Encephalopathy can be further exacerbated by bacterial infection, which can develop during ventilation. So far there are relatively few reports of meningitis/encephalitis associated with SARS-CoV-2, although it is possible more reports of direct infection will emerge over time, similar to previous coronavirus outbreaks (e.g., the SARS-CoV-1 outbreak in 2003 and the Middle East Respiratory Syndrome outbreak in 2012) And the most recent medical and scientific reports showed that the most severe cases of COVID-19 were the most likely to develop neurological symptoms [4-8]. Risk factors for neurocognitive symptoms in those cases are similar to other populations with acute respiratory distress syndrome.

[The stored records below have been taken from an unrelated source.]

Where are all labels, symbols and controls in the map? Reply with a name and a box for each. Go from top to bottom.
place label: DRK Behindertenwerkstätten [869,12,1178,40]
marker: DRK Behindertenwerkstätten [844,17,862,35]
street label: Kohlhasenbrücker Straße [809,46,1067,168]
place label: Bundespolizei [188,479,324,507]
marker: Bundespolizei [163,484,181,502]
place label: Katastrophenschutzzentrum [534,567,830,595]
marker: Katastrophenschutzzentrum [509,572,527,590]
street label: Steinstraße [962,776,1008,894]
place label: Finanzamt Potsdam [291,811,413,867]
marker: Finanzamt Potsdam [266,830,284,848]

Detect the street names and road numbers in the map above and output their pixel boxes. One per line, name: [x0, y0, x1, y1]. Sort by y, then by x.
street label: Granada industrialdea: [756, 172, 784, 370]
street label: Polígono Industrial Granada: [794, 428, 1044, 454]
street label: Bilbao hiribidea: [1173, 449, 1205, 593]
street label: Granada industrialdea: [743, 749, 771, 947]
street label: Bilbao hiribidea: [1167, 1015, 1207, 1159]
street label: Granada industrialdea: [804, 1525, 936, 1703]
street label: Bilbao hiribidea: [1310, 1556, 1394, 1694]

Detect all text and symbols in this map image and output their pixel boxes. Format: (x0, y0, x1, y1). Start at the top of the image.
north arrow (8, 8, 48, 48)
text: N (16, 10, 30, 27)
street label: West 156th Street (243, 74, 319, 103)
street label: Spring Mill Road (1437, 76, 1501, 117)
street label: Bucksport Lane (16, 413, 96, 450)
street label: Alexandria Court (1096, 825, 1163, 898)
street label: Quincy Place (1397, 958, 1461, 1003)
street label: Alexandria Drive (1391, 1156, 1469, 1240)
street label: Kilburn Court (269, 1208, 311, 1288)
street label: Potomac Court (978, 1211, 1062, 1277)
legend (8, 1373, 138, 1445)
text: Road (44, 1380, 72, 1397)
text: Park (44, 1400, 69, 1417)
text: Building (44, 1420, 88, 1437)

Those risk factors include pre-existing diagnoses such as dementia, subarachnoid hemorrhage, and epilepsy. Increased risk of neurocognitive effects is also associated with pathophysiological events during acute care, such as hypoxemia, hypoperfusion and inflammatory response. Finally, further increase in risk is observed when management during acute care includes sedation, mechanical ventilation, and complications such as delirium. Consequently, we have been warned. Wear your mask. Wash your hands. Wedge the distance (whether its 6 feet or 6 steps)…because this virus…this vicious and vile venom of bio-chemical expression is coming soon to a place….a person and/or a predicament near you.